**Work request**: Where the material below has a line containing "position:absolute; left:28px; top:28px;", start repeating exactly, and keep going through the line containing "border:10px solid #d22;", with no other lines.

##########

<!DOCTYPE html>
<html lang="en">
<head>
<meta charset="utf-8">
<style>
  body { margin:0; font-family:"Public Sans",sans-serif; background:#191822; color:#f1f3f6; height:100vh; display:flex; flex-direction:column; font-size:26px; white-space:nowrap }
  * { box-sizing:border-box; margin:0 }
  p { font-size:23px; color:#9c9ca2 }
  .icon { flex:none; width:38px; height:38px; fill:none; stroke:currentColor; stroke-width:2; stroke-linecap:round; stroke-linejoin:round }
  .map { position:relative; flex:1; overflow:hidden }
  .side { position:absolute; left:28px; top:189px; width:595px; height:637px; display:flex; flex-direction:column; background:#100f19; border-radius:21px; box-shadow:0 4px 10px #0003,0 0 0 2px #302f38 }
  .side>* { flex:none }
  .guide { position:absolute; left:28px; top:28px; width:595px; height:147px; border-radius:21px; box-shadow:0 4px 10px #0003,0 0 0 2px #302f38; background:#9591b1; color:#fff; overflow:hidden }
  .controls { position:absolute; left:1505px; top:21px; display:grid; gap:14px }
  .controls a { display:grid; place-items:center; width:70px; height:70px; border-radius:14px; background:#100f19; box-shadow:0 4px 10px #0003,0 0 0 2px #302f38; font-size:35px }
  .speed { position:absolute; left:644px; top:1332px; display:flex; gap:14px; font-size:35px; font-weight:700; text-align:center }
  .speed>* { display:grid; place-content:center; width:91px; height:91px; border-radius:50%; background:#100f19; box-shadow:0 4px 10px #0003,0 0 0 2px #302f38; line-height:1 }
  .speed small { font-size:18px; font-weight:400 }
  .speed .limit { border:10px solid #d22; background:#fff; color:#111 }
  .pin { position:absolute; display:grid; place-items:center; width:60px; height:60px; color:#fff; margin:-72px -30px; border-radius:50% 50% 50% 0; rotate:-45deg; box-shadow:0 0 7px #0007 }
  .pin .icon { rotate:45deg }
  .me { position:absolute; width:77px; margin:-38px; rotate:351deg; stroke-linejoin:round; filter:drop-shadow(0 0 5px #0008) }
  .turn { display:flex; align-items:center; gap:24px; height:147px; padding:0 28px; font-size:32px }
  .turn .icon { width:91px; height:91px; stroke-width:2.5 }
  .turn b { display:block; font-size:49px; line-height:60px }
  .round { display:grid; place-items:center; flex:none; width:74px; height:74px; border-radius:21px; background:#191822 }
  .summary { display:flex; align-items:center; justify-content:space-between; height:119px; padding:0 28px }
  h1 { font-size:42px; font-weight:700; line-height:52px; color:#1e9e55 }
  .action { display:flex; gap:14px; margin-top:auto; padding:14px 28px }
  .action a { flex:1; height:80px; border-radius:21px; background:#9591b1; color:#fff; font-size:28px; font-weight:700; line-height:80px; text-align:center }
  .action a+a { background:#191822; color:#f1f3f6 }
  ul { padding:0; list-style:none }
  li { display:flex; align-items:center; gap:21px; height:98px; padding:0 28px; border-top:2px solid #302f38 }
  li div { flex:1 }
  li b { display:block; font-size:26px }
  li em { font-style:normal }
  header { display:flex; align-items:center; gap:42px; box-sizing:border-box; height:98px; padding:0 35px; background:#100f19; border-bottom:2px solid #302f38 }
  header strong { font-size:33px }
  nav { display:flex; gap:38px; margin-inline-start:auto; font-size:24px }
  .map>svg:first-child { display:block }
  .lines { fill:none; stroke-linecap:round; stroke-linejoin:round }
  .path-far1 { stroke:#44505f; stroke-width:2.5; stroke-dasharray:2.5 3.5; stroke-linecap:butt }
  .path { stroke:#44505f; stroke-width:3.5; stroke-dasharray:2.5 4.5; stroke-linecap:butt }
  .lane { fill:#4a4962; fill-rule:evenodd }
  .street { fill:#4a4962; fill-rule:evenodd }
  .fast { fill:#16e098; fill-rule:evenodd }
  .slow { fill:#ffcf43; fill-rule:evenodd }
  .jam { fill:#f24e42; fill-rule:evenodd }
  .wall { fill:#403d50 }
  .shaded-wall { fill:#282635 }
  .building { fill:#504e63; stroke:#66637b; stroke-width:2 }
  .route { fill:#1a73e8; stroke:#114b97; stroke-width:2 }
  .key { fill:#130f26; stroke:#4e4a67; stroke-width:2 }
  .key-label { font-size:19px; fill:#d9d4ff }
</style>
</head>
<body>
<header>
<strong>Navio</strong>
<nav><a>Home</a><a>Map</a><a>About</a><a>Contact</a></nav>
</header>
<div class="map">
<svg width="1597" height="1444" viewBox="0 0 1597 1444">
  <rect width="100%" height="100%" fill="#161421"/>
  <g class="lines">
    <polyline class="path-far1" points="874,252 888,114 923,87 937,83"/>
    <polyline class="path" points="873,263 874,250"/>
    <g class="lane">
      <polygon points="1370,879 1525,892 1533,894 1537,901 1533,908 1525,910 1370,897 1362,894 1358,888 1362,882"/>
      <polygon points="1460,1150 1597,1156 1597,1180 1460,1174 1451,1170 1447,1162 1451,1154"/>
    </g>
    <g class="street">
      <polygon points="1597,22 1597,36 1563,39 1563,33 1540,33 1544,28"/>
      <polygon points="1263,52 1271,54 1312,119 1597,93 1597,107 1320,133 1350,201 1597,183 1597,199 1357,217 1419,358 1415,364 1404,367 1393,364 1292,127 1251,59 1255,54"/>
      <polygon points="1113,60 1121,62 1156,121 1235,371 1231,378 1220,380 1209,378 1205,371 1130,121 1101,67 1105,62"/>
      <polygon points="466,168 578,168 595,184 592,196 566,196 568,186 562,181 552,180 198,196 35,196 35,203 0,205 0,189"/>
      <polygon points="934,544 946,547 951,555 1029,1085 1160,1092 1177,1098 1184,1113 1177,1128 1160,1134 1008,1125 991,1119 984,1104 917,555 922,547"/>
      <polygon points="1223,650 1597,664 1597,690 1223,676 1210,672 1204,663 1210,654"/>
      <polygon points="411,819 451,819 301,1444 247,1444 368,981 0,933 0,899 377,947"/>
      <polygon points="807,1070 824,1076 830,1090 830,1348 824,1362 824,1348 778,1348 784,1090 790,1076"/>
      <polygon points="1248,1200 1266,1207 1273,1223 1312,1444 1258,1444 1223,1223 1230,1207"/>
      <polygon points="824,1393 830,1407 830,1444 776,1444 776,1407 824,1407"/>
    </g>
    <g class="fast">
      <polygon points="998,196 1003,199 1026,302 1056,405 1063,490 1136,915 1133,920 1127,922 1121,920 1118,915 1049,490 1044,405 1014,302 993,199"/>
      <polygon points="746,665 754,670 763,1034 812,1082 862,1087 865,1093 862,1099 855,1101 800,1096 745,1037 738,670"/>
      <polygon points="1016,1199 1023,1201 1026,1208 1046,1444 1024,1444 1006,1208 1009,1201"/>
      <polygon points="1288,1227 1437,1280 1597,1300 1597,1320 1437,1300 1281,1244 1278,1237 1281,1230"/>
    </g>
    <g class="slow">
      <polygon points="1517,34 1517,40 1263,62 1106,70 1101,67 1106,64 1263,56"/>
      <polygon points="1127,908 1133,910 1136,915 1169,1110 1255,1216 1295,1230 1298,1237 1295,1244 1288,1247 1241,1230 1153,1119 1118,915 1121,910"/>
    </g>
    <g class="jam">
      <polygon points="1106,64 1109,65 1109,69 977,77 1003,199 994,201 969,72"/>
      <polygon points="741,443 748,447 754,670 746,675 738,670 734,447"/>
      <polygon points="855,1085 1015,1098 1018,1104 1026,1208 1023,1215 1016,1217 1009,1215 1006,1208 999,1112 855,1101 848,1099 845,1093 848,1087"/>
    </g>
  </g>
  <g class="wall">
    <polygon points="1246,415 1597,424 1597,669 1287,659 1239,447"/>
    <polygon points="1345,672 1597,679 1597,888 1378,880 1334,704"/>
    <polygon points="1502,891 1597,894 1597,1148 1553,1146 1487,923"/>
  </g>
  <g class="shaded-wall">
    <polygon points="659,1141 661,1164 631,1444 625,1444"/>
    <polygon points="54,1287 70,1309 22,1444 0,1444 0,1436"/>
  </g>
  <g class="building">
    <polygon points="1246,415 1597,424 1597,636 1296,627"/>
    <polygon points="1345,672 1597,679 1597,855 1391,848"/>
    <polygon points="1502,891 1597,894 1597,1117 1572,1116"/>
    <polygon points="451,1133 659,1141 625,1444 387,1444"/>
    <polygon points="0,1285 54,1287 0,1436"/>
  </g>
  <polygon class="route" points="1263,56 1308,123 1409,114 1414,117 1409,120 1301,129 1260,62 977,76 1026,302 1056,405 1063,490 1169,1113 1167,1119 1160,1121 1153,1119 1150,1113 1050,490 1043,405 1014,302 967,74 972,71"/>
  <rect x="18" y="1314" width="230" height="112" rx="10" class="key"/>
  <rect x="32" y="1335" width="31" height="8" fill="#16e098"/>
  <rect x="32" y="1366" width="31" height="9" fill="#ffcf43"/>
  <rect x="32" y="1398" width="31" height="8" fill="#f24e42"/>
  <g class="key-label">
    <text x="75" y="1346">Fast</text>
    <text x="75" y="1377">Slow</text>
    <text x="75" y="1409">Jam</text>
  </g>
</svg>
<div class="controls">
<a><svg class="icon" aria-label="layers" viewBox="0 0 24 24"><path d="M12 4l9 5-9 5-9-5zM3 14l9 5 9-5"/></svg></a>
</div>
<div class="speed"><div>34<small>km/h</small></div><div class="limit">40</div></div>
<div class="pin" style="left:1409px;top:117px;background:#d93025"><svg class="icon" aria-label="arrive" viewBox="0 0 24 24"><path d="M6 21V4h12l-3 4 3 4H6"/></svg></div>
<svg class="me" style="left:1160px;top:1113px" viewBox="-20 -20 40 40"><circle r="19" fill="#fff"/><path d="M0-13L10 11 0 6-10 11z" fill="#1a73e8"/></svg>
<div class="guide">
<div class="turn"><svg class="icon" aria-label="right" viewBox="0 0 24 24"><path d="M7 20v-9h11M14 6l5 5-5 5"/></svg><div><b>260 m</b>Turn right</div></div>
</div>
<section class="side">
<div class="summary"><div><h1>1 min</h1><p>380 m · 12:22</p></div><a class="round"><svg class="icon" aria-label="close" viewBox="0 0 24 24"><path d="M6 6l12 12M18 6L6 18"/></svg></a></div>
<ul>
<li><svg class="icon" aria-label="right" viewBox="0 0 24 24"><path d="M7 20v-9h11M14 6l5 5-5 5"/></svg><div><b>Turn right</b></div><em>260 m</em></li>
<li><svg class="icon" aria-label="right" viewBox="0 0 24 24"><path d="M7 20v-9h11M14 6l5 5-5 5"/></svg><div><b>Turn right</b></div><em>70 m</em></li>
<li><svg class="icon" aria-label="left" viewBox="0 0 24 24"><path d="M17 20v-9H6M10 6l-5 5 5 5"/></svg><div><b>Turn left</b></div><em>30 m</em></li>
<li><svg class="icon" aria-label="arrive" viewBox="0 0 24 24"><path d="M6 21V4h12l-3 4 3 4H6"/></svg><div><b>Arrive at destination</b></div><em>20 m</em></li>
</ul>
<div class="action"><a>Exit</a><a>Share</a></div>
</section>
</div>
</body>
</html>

##########

**Response to this exercise**:
  .guide { position:absolute; left:28px; top:28px; width:595px; height:147px; border-radius:21px; box-shadow:0 4px 10px #0003,0 0 0 2px #302f38; background:#9591b1; color:#fff; overflow:hidden }
  .controls { position:absolute; left:1505px; top:21px; display:grid; gap:14px }
  .controls a { display:grid; place-items:center; width:70px; height:70px; border-radius:14px; background:#100f19; box-shadow:0 4px 10px #0003,0 0 0 2px #302f38; font-size:35px }
  .speed { position:absolute; left:644px; top:1332px; display:flex; gap:14px; font-size:35px; font-weight:700; text-align:center }
  .speed>* { display:grid; place-content:center; width:91px; height:91px; border-radius:50%; background:#100f19; box-shadow:0 4px 10px #0003,0 0 0 2px #302f38; line-height:1 }
  .speed small { font-size:18px; font-weight:400 }
  .speed .limit { border:10px solid #d22; background:#fff; color:#111 }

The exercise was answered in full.